== EXTRACTED DATA ==
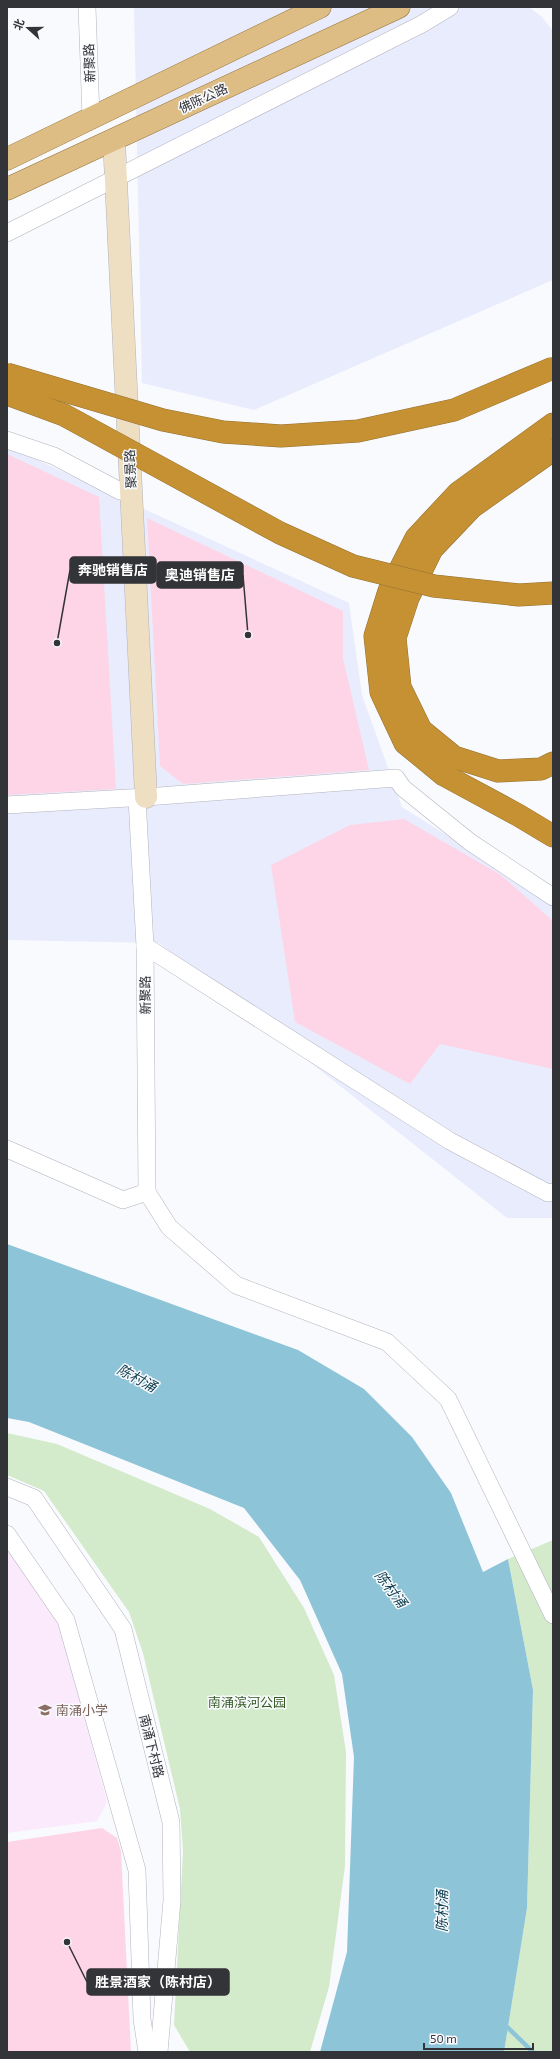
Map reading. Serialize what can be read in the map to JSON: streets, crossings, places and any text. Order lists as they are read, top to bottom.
{
  "streets": {
    "main road": ["佛陈公路"],
    "street": ["新聚路", "聚景路", "南涌下村路"]
  },
  "crossings": [
    ["新聚路", "聚景路"],
    ["佛陈公路", "聚景路"]
  ],
  "water": ["陈村涌"],
  "parks": ["南涌滨河公园"],
  "places": {
    "other": ["奥迪销售店", "奔驰销售店", "胜景酒家（陈村店）"],
    "school or university": ["南涌小学"]
  },
  "scale_bar": "50 m",
  "north": "left"
}
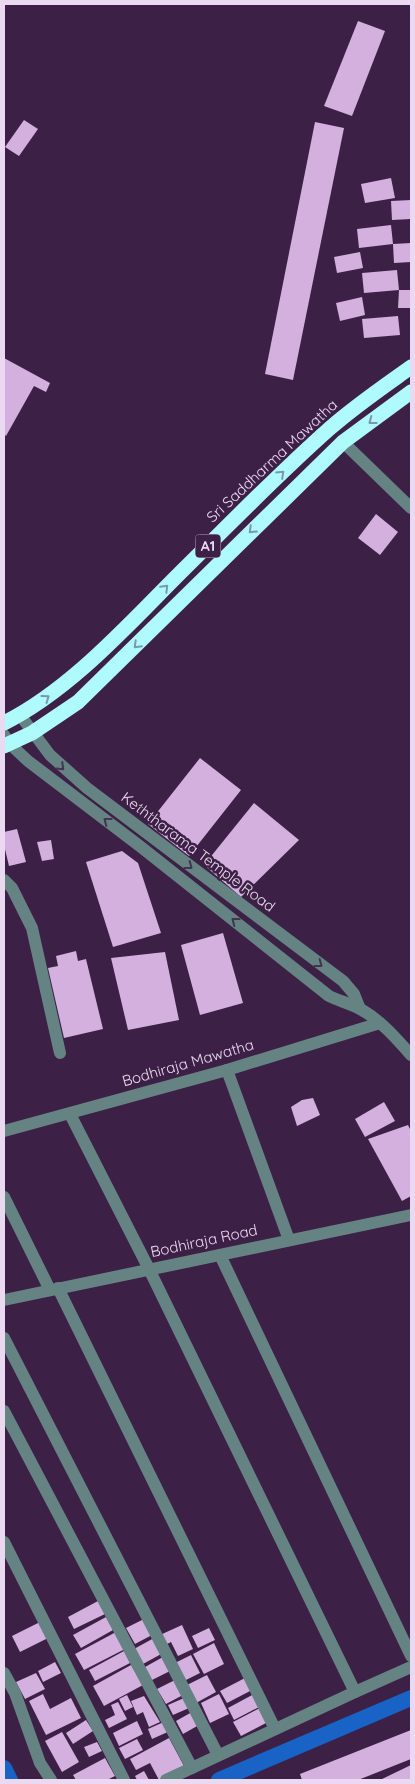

== DIRECTIONS ==
Retype the records above exactly. Leave the pictures out.

== EXERCISE SOLUTION ==
Map reading. Serialize what can be read in the map to JSON: streets, crossings, places and any text. Order lists as they are read, top to bottom.
{
  "streets": {
    "main road": ["佛陈公路"],
    "street": ["新聚路", "聚景路", "南涌下村路"]
  },
  "crossings": [
    ["新聚路", "聚景路"],
    ["佛陈公路", "聚景路"]
  ],
  "water": ["陈村涌"],
  "parks": ["南涌滨河公园"],
  "places": {
    "other": ["奥迪销售店", "奔驰销售店", "胜景酒家（陈村店）"],
    "school or university": ["南涌小学"]
  },
  "scale_bar": "50 m",
  "north": "left"
}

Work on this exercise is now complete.